Anti-human trafficking legislation enacted in Washington state last year could spell the end of low-cost massages offered by neighborhood foot spas.
The spas were included over concern that some of these businesses rely on untrained workers, some of whom are trafficked persons forced to work long hours for little or no pay.
Licensed professionals believe that the combination of cheap labor and a lack of training allowed foot spas to grow and prosper in Washington. Some spas offer hour-long massages for as low as $15 a fraction of the cost of a licensed massage practitioner.
Starting July 1, the Washington State Department of Health will require all foot spas to be certified and inspected. Employees will be required to receive 200 hours of training and undergo criminal background checks.

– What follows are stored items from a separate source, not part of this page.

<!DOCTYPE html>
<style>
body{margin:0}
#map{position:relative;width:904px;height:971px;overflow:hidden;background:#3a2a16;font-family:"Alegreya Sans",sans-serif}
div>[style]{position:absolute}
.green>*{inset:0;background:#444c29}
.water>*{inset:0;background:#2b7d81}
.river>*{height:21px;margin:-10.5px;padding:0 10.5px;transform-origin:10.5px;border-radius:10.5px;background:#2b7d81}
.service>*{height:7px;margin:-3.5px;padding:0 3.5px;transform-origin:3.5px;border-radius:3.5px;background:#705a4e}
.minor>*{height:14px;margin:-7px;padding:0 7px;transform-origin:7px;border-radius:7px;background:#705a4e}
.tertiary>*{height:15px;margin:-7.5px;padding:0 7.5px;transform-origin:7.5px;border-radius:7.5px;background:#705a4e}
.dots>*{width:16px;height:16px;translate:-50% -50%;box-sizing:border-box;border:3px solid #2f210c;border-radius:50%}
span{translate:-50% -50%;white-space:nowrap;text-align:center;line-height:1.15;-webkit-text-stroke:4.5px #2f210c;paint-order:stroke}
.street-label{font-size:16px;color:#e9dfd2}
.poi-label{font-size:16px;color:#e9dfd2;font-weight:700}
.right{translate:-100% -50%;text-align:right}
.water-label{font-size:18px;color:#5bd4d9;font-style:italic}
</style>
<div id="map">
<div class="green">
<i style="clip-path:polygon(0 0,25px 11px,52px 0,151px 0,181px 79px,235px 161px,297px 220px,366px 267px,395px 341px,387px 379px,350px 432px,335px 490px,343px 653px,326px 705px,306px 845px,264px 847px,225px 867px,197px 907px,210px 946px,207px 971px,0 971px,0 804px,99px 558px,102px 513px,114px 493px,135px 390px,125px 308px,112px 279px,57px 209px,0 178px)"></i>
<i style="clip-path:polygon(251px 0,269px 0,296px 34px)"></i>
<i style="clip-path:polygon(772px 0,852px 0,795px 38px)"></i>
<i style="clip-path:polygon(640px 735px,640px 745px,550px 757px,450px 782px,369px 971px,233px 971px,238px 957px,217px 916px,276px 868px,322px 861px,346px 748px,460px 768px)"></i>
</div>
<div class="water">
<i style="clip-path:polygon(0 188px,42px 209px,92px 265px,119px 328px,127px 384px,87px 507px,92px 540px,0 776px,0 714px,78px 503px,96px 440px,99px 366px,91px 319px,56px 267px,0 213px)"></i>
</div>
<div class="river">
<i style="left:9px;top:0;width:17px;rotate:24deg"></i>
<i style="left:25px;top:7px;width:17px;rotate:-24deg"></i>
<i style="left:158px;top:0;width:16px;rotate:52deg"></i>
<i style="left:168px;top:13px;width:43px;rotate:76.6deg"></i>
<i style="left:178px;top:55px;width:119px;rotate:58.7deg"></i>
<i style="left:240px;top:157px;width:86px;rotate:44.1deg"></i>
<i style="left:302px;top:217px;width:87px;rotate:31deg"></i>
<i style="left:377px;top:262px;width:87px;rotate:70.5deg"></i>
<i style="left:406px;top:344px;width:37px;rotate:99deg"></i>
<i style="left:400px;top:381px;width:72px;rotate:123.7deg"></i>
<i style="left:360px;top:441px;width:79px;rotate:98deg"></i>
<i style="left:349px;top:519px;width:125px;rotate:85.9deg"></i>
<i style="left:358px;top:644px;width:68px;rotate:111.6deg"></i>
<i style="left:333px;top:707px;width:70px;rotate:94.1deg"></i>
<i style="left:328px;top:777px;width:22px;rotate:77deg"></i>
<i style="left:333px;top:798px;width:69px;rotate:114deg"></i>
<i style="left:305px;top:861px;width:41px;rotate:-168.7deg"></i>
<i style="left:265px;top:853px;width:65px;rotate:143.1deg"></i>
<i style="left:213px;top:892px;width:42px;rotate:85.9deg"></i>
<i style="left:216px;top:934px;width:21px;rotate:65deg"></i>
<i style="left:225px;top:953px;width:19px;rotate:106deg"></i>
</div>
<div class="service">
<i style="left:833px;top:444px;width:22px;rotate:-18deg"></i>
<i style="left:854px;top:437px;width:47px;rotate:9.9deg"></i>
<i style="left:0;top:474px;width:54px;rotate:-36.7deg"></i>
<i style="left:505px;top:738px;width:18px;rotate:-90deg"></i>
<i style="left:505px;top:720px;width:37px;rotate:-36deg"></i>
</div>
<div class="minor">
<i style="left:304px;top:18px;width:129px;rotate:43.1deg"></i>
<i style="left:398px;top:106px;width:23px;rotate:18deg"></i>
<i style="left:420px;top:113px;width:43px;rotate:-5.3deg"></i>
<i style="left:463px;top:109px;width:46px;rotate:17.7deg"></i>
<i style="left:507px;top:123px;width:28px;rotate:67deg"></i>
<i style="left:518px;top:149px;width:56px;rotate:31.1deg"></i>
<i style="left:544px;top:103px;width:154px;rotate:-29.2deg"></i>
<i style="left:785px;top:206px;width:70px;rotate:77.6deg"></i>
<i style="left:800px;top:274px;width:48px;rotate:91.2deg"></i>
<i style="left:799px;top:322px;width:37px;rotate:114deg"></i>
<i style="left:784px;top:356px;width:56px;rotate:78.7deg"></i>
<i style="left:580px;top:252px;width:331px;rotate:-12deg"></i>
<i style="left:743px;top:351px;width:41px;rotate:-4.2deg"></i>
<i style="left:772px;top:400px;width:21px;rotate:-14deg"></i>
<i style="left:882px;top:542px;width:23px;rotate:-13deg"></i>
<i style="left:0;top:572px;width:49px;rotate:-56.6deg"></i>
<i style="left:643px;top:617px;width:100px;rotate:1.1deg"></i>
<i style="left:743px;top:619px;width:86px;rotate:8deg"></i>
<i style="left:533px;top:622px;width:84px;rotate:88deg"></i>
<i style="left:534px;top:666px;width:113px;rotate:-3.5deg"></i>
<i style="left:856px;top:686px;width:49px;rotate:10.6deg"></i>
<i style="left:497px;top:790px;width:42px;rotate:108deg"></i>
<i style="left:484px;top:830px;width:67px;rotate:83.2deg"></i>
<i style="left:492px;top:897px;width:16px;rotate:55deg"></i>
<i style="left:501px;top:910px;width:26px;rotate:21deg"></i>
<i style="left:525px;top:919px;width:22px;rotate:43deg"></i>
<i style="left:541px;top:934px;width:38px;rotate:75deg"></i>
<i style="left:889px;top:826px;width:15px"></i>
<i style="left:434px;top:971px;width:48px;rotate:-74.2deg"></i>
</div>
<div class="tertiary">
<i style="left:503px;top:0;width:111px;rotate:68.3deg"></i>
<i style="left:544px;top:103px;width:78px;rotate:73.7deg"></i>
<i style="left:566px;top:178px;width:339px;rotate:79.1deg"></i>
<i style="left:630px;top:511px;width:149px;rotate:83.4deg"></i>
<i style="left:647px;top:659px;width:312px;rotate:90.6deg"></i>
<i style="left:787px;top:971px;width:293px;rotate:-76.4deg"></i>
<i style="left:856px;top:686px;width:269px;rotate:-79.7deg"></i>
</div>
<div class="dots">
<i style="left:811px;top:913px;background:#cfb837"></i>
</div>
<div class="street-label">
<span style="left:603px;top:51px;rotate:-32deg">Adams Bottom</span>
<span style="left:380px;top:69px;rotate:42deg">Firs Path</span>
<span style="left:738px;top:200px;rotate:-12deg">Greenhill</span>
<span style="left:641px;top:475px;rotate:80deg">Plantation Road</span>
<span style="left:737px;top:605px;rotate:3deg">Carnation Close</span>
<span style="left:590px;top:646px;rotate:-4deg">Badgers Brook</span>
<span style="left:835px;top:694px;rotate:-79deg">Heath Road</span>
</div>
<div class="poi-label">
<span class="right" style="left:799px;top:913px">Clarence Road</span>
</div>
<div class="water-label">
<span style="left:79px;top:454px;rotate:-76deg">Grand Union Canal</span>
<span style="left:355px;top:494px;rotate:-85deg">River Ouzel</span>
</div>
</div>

The changes will give state regulators a chance to learn more about the workers in foot spas.
Who are the people doing the work? Where are they coming from? Really, are they here of their own free will? asked Kandi Burke, an accredited reflexologist in north Seattle.
Reflexologists -- who practice an alternative treatment using pressure on the hands, feet and ears have long asked these questions about foot spas and the people who work in them.
Under current state law, reflexology is exempt from regulations that govern licensed massage therapy. Low-cost foot spas use the reflexology exemption to claim that they do not need the licenses or the 500 hours training that is required of massage therapists.
That is why these guys are a problem, said Burke. They ve come into town. They ve undercut the standards of practice.
The foot spas are not allowed to give full body massages, unless they have a licensed massage practitioner on staff. But a 2010 hidden camera investigation conducted by KING 5 found that several of these businesses were offering full-body massages.
Owners interviewed by KING often denied that their workers were giving body massages, even though the video showed otherwise.
The Legislature approved a package of human trafficking laws last year. Some of those laws targeted underage prostitution websites like Backpage.com.